The Justice Department has proposed to amend the Federal Acquisition Regulation to force contractors to report potential criminal violations of federal law to agency contracting officers and inspectors general.
The proposed rule, filed yesterday by the Civilian Agency Acquisition Council and the Defense Acquisition Regulation Council at Justice's request, would require that companies holding certain types of contracts disclose suspected violations of federal criminal law in connection with the award or performance of contracts, or face suspension or disbarment.
The mandatory disclosure rule would apply to companies engaged in contracts worth more than $5 million and lasting more than 120 days, except for certain contracts for the acquisition of commercial items.
This latest proposal expands on a rule, filed by the same councils in February, that creates a contractor code of ethics and business conduct. Many aspects of the two regulations overlap, but in the most recent rule, the councils stated that they would issue the two final measures separately, because the first one is farther along in the review process but does not address mandatory disclosure.
In recommending the regulatory change, Justice said few companies were responding to invitations to voluntarily disclose suspected violations. Legal and industry experts are expressing some concern, however, over the implementation of the rule.
Among their concerns is the issue of timing. It is unclear whether companies are expected to report violations as soon as they are suspected or after they are internally investigated and proven to be legitimate.
"Part of the conundrum is how much do you have to dig into it and at what point in time do you have to say, 'I don't know what this is, but I'm just going to report it,' " said John Pavlick, partner and contracting specialist with the Washington-based law firm Venable LLP. "If a violation is suspected, do you have an obligation to run it to ground first and then, if it's still suspected, disclose it? Or do you disclose it right away and let them investigate? If it's the latter, I'm afraid we're going to be doing nothing but investigating."
The fine line in contracting law between a civil violation and a criminal violation also is a concern. According to Pavlick, accusations can be framed as administrative, contractual, civil or criminal, depending on intent and interpretation.
Alan Chvotkin, senior vice president and counsel for the Arlington, Va.-based Professional Services Council, agreed that the distinction between types of violations is not well-defined. He cited allegations of overcharging as an example of a violation that could involve anything from an administrative error to a criminal attempt to defraud the government.

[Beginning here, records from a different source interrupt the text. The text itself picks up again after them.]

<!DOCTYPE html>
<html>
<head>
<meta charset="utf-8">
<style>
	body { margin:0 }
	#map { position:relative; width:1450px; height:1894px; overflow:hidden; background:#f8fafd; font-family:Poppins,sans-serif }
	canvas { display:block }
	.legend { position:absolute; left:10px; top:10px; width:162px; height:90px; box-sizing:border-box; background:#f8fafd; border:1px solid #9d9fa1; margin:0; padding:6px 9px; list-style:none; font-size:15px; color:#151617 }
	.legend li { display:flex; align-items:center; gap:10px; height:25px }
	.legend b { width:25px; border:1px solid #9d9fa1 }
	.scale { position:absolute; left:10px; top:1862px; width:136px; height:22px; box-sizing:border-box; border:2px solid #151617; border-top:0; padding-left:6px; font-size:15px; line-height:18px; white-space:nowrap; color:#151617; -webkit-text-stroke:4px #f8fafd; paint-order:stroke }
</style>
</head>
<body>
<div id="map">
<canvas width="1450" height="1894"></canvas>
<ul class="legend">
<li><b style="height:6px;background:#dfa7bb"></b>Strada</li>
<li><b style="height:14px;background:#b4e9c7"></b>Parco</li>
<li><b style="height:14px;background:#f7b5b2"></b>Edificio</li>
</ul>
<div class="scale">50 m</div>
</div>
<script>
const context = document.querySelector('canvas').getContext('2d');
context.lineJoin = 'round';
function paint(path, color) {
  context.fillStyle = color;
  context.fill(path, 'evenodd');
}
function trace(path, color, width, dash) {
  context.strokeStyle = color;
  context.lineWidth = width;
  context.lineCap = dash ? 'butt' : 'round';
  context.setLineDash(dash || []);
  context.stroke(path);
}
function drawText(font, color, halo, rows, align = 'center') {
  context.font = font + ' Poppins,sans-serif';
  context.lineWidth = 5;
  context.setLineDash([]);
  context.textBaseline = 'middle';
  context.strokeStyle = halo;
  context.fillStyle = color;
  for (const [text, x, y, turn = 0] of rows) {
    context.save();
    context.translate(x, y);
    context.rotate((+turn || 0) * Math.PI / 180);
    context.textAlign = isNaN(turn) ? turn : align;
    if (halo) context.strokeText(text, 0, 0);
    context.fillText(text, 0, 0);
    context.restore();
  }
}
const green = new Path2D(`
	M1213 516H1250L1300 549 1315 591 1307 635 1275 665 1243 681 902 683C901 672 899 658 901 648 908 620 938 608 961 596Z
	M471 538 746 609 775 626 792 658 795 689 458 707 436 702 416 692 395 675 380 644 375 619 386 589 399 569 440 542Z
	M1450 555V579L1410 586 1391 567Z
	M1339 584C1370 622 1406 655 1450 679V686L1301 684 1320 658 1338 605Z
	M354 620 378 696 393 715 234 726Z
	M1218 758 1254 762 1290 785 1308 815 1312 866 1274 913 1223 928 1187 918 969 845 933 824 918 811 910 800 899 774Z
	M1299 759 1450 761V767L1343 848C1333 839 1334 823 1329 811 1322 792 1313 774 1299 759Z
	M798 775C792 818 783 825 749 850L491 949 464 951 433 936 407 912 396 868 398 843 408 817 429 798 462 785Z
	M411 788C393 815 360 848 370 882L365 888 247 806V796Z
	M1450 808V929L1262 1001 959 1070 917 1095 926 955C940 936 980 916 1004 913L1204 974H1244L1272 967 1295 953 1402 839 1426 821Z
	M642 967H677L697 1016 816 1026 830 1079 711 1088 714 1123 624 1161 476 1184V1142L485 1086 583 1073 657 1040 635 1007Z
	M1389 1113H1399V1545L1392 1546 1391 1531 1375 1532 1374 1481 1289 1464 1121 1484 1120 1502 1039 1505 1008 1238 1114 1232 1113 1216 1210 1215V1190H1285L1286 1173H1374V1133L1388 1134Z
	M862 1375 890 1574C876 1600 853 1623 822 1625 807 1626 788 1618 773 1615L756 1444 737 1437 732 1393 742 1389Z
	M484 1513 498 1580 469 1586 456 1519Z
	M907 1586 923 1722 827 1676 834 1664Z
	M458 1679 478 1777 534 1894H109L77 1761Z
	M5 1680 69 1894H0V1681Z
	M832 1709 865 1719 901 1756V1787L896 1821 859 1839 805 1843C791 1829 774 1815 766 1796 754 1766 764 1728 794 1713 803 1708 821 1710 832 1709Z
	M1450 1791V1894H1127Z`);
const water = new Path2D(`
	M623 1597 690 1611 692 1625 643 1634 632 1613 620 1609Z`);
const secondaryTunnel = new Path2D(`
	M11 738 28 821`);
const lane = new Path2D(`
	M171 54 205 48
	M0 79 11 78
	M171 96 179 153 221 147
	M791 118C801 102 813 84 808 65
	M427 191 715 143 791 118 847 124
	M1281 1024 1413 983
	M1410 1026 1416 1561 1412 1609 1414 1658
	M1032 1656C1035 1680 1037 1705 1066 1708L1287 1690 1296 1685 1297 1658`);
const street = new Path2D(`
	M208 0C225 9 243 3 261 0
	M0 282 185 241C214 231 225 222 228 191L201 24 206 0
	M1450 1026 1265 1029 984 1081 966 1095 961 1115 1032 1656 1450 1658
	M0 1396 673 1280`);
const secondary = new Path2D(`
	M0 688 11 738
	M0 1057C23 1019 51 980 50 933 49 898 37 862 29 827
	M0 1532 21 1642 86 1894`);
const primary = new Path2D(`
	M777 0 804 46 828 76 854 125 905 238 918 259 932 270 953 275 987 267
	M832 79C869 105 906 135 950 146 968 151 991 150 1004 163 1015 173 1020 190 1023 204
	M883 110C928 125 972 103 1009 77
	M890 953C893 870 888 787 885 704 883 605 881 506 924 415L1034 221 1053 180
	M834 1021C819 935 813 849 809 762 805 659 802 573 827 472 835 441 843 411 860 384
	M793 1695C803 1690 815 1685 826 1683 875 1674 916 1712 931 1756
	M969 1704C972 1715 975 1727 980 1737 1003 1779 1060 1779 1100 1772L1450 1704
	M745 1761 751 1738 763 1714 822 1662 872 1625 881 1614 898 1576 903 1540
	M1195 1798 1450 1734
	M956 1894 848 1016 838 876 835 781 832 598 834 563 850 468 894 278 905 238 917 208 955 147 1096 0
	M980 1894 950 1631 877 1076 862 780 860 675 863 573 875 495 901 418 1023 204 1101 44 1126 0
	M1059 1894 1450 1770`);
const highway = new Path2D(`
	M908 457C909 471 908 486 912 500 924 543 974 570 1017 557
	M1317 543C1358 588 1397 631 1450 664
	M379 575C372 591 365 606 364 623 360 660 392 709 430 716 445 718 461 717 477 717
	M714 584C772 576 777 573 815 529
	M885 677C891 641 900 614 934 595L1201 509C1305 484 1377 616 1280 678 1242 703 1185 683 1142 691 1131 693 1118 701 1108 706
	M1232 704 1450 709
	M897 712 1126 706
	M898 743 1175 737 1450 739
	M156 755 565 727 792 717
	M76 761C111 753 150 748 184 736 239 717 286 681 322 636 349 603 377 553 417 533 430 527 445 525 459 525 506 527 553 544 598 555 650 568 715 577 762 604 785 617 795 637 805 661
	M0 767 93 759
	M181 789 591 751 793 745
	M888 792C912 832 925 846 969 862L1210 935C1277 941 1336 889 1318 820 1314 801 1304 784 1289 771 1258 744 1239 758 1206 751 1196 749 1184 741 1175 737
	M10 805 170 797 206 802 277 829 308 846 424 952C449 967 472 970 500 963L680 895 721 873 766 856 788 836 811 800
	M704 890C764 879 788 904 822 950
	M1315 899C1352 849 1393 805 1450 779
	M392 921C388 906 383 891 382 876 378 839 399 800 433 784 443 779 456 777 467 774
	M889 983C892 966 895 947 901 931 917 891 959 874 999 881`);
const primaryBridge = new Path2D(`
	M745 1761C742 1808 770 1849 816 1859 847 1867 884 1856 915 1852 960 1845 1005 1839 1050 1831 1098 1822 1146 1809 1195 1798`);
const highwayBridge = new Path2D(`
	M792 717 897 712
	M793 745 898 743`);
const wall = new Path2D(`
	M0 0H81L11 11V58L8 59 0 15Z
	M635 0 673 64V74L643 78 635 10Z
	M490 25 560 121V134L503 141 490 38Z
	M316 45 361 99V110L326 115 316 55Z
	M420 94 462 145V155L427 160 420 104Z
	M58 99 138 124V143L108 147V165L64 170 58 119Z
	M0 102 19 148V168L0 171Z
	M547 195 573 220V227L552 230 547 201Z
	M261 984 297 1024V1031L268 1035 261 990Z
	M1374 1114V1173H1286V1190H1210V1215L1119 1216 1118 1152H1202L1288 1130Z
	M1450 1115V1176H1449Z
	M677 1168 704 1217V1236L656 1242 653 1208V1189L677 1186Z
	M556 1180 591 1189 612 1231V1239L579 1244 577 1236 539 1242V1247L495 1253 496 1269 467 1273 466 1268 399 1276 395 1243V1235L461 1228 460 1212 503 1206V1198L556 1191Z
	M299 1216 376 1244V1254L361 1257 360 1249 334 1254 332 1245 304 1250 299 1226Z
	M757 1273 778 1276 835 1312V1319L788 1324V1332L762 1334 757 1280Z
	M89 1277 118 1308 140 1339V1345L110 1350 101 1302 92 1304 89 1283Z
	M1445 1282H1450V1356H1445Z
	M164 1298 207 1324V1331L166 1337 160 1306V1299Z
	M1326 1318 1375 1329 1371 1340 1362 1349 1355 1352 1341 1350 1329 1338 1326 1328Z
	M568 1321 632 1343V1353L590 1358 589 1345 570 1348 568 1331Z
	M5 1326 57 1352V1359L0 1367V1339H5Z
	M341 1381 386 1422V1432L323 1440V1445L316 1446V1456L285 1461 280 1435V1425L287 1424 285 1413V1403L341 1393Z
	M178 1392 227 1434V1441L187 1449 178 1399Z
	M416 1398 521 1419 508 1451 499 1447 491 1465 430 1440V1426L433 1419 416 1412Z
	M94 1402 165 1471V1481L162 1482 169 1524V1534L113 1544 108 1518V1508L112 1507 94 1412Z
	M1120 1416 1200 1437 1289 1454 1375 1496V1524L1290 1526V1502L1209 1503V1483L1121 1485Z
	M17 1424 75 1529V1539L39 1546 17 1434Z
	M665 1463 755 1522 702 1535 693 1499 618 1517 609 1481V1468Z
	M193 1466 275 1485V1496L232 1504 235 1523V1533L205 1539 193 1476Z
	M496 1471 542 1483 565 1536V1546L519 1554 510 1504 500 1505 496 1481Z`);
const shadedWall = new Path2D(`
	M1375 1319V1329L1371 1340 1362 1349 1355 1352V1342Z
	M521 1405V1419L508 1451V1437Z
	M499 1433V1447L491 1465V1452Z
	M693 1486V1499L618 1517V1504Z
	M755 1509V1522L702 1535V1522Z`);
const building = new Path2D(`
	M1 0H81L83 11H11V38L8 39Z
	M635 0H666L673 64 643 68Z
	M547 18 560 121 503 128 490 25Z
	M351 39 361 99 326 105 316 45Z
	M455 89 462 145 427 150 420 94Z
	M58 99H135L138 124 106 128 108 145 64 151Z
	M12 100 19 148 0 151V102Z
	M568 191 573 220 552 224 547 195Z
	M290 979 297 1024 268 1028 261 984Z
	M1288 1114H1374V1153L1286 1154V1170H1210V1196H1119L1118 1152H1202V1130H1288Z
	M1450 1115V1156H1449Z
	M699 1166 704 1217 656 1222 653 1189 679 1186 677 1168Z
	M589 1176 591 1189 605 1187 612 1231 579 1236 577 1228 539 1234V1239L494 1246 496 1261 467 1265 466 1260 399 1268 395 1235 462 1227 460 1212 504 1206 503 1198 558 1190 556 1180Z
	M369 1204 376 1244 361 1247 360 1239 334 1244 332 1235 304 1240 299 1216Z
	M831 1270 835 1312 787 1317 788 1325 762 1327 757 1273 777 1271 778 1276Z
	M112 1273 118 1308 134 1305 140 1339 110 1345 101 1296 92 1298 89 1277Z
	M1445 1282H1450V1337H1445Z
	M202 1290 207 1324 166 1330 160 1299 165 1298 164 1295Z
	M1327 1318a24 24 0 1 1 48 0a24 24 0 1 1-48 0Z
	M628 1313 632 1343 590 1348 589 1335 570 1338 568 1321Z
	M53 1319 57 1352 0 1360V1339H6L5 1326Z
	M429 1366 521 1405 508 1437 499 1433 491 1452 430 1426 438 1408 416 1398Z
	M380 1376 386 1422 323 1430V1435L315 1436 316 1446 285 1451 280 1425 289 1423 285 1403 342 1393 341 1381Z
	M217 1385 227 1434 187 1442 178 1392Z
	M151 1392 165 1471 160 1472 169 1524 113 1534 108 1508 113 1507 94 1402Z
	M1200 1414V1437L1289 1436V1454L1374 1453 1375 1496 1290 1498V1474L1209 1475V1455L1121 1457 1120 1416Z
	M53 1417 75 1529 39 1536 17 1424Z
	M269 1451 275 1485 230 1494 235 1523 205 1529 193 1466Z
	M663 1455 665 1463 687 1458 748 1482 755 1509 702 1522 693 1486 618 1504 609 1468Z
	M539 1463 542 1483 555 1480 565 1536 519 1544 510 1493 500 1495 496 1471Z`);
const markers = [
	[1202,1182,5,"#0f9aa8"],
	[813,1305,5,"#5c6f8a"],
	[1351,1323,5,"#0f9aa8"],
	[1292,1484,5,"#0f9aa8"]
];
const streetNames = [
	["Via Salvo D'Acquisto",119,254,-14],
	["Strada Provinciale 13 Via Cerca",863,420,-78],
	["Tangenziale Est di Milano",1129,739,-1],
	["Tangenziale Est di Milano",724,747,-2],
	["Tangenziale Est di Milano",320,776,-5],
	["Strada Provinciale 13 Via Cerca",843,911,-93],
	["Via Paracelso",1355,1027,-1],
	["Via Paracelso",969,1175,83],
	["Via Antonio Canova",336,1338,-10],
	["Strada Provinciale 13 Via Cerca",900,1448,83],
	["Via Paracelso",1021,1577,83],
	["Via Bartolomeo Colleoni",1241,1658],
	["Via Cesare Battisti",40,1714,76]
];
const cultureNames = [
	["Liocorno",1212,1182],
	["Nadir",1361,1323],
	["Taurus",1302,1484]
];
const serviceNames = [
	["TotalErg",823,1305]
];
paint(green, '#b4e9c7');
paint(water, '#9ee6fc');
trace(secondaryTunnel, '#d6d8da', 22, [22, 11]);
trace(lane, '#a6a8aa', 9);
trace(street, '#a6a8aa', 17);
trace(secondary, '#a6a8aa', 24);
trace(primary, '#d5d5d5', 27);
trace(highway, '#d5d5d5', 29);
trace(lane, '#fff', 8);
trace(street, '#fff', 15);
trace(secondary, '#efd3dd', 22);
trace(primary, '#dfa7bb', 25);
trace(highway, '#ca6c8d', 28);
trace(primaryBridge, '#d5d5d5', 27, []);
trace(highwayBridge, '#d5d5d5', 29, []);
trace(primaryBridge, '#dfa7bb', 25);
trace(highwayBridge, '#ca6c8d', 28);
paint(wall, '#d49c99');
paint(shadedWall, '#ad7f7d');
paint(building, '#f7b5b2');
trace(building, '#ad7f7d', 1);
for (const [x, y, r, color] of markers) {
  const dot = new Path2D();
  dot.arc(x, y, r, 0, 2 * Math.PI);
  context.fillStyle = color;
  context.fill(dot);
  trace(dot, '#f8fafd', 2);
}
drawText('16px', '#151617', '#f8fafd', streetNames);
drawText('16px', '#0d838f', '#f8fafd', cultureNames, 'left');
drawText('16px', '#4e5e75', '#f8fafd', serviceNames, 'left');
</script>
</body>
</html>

"The more successful ethics programs are the ones where the contractor has the opportunity to review and evaluate the nature of complaint, determine if a violation has occurred and then decide what corrective action to take and when and how to disclose to government," Chvotkin said. "We worry that from the government's perspective, they want earlier disclosure, and companies want later disclosure so they can evaluate the nature of the problem.
Both Chvotkin and Pavlick also expressed concern about involving agency inspectors general in the process. Chvotkin said PSC would have to look more extensively into where disclosure reports would be best directed. He said while contracting officers need to be made aware of disclosures, they have no authority or capability to investigate. "IGs get a bad name -- much of it earned -- but I don't know where else you'd send it," Chvotkin said.
Pavlick, however, said he was troubled about sending lots of potential violations to inspectors general. "As soon as you go to the IG, it takes on a life of its own," he said.
The acquisition councils are accepting comments on the proposed rule until Jan. 14.